▶ **YOUR ASSIGNMENT**: Among the entries below, count the lines with "rows" in them and state the total without comment.

:: SUPPLIED RECORDS ::

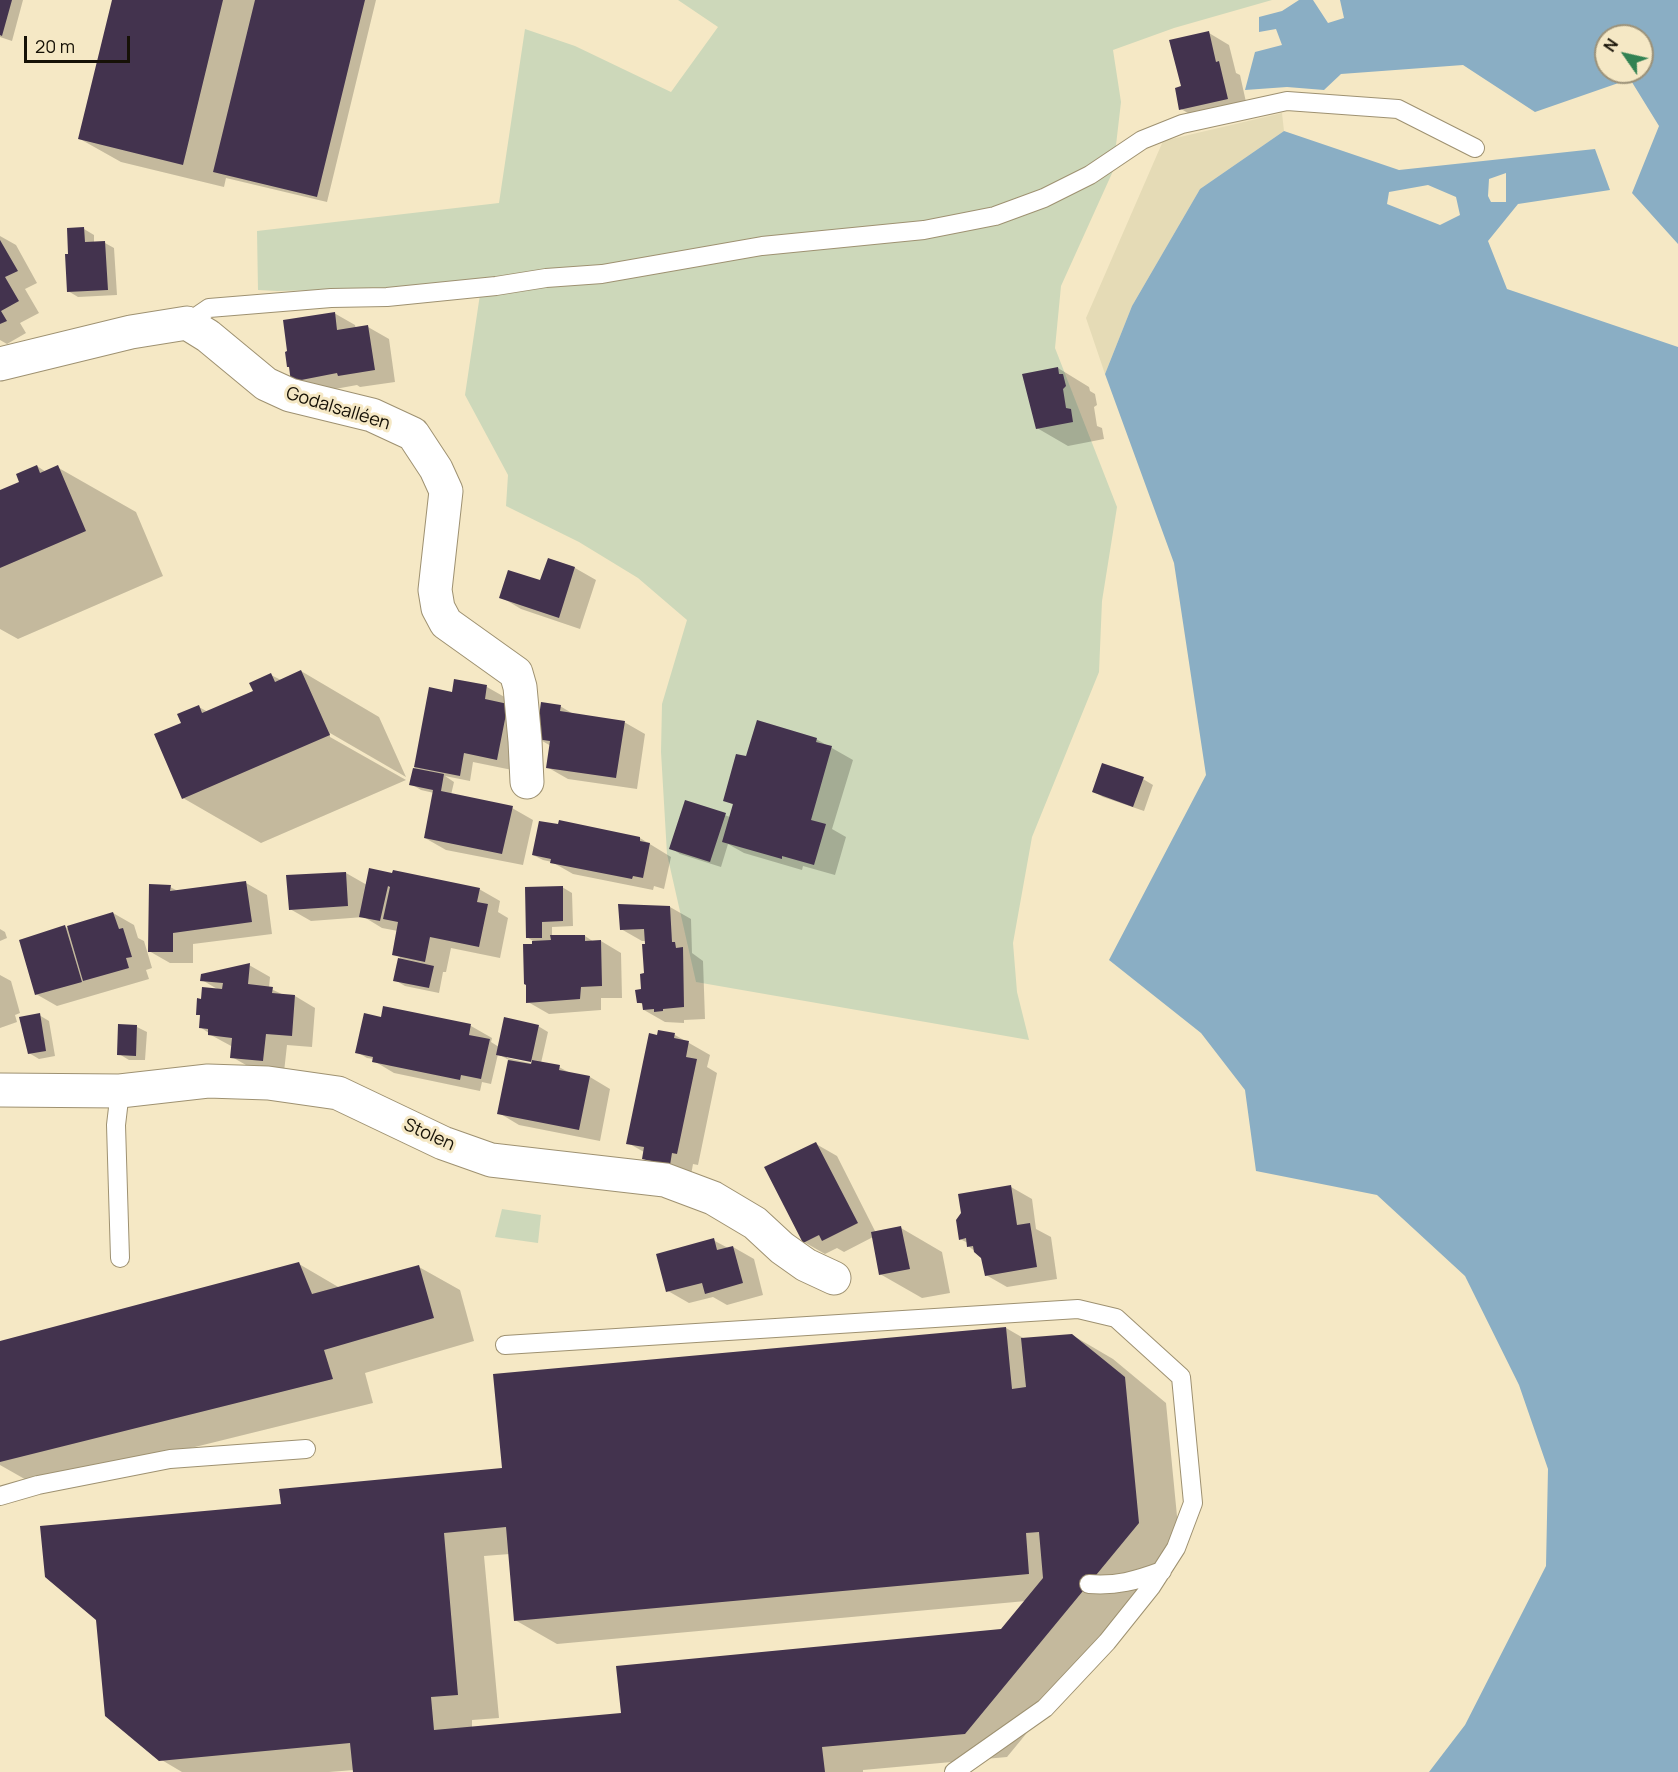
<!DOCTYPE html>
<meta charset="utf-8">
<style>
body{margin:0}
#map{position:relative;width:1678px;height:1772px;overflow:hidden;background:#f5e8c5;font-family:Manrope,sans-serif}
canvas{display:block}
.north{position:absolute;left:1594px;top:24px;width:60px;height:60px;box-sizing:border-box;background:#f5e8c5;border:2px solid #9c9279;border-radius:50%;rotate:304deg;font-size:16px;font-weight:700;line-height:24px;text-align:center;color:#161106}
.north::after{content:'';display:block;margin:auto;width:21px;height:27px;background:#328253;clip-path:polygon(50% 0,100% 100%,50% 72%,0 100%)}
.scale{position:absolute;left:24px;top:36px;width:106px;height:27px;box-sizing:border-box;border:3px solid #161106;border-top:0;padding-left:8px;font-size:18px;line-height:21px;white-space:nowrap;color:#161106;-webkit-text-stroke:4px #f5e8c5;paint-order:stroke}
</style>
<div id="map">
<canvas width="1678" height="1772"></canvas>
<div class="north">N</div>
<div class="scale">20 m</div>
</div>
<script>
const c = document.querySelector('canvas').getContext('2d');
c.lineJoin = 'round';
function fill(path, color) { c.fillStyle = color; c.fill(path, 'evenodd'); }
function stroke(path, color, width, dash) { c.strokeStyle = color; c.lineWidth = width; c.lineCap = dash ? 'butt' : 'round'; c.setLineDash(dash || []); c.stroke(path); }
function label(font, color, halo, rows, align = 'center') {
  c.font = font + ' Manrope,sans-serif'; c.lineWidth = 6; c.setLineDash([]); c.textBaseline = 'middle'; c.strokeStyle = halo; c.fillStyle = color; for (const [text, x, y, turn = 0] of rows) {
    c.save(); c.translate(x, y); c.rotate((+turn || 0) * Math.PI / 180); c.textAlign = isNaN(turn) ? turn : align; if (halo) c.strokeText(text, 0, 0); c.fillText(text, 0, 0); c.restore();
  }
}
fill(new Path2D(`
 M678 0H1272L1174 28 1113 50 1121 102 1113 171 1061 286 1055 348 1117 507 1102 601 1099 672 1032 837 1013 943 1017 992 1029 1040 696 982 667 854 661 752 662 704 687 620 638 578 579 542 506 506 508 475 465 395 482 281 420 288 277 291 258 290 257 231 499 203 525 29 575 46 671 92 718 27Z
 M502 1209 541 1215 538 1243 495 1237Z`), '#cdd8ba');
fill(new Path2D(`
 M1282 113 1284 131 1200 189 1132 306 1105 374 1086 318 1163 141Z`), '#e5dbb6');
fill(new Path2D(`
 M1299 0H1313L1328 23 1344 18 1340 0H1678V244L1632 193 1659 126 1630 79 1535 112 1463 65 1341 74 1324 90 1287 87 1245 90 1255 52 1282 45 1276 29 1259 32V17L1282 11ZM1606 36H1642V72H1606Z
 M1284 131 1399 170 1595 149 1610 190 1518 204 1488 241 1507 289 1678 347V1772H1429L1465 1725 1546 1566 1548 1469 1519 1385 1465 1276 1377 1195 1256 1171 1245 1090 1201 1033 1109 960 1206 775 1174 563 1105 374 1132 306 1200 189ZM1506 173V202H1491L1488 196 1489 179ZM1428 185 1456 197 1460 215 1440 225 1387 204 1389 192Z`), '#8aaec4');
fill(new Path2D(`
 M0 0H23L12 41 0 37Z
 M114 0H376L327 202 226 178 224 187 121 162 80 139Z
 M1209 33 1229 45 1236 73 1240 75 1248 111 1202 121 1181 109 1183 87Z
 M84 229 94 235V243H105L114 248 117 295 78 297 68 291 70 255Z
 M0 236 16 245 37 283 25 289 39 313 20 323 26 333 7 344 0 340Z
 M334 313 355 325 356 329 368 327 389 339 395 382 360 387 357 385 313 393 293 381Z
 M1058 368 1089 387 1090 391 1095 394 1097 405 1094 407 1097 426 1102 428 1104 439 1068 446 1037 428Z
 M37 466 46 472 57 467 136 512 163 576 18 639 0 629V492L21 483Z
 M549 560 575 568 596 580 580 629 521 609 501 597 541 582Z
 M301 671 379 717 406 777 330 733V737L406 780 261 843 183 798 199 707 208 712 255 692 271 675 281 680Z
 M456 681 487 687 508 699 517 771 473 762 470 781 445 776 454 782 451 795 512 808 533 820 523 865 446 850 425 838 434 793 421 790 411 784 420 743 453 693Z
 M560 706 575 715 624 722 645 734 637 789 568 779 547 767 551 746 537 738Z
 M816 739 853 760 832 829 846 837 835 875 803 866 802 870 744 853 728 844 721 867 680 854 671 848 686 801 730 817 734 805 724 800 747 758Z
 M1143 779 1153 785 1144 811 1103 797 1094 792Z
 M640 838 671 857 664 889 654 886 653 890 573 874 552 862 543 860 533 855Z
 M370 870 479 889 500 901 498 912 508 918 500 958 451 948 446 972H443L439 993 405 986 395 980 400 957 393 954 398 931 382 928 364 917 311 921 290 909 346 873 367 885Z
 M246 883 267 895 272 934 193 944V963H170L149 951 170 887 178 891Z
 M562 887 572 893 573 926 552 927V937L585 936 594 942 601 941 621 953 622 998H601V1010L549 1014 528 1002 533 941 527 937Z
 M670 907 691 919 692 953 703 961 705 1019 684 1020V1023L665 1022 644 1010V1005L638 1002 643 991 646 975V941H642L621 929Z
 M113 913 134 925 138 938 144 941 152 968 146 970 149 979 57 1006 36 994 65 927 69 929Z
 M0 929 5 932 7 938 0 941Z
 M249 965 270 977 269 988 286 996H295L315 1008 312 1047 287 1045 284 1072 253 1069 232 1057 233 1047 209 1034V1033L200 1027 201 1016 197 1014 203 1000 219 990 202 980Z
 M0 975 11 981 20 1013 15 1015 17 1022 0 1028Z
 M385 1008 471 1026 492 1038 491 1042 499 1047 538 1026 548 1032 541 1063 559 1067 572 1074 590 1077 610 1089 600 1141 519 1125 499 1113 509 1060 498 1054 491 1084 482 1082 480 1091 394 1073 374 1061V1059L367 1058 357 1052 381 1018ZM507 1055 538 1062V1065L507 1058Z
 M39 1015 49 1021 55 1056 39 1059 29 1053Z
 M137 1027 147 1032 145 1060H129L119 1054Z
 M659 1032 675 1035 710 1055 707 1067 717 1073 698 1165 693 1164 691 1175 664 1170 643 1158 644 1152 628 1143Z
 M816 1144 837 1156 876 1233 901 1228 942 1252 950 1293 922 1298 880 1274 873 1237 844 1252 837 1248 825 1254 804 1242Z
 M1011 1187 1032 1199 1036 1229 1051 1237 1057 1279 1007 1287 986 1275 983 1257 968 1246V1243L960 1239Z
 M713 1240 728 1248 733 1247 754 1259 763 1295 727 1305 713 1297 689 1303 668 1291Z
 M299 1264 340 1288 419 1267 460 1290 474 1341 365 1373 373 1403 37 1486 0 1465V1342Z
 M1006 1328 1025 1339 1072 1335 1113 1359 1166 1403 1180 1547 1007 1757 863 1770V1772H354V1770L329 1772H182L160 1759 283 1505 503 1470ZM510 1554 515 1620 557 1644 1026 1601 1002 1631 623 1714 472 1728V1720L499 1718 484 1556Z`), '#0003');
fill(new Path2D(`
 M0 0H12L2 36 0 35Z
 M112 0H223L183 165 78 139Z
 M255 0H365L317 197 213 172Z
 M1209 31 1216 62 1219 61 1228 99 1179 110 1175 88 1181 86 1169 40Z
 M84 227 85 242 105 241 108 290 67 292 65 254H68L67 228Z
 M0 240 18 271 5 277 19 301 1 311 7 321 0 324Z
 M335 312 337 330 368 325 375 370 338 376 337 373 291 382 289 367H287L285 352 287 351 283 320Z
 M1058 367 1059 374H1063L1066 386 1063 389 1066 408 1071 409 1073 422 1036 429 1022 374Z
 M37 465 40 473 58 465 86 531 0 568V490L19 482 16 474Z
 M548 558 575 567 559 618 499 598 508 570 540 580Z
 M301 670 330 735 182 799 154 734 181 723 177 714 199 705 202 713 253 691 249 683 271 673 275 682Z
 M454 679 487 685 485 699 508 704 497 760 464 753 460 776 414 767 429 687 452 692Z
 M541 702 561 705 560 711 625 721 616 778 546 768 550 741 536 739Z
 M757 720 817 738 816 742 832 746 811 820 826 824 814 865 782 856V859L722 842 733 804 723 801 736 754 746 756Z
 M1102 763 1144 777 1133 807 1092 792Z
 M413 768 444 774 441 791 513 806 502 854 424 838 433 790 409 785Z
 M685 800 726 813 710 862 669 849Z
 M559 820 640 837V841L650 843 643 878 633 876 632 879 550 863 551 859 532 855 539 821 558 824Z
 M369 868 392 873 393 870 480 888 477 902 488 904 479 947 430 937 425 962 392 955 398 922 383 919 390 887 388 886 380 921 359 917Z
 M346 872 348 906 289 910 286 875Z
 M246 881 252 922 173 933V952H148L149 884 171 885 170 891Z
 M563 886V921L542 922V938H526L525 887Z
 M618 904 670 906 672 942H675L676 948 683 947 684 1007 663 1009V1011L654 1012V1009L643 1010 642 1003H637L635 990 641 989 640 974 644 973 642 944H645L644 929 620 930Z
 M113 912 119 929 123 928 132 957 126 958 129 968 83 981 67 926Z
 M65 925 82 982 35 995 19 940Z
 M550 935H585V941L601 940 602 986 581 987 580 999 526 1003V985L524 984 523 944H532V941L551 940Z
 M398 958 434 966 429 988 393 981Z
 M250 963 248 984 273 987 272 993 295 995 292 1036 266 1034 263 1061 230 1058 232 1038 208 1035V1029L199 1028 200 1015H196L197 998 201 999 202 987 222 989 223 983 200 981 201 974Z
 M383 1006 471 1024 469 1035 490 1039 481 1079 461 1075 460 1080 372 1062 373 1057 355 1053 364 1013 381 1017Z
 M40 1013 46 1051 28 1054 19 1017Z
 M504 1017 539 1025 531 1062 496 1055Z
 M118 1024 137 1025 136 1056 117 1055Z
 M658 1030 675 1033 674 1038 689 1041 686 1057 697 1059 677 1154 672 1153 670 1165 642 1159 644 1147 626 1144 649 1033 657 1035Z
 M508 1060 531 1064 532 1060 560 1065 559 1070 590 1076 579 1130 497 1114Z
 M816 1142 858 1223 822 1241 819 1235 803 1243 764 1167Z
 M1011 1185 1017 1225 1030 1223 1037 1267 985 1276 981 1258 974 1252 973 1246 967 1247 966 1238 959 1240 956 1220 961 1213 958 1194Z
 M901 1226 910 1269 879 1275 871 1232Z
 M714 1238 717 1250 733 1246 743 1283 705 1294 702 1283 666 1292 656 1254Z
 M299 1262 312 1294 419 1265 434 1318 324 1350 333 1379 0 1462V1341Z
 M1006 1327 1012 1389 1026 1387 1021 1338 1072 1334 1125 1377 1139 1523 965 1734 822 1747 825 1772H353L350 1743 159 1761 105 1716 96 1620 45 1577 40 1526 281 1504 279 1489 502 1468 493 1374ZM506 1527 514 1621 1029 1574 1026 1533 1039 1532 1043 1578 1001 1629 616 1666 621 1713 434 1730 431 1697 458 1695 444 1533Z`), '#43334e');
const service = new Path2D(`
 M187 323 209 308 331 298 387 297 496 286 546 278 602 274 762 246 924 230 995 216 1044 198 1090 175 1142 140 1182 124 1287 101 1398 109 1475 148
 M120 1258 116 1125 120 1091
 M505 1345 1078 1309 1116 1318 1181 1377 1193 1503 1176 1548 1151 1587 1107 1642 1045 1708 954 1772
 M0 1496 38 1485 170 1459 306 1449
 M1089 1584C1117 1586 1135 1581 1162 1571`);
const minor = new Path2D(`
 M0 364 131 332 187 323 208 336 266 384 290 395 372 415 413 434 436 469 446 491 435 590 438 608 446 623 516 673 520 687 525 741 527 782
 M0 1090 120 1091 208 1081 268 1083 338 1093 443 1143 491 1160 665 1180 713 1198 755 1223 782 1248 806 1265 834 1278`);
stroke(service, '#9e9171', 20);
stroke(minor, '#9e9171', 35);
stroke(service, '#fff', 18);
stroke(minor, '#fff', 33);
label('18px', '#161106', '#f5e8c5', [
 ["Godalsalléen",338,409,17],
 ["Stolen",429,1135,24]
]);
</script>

:::

▶ **YOUR SOLUTION**: 2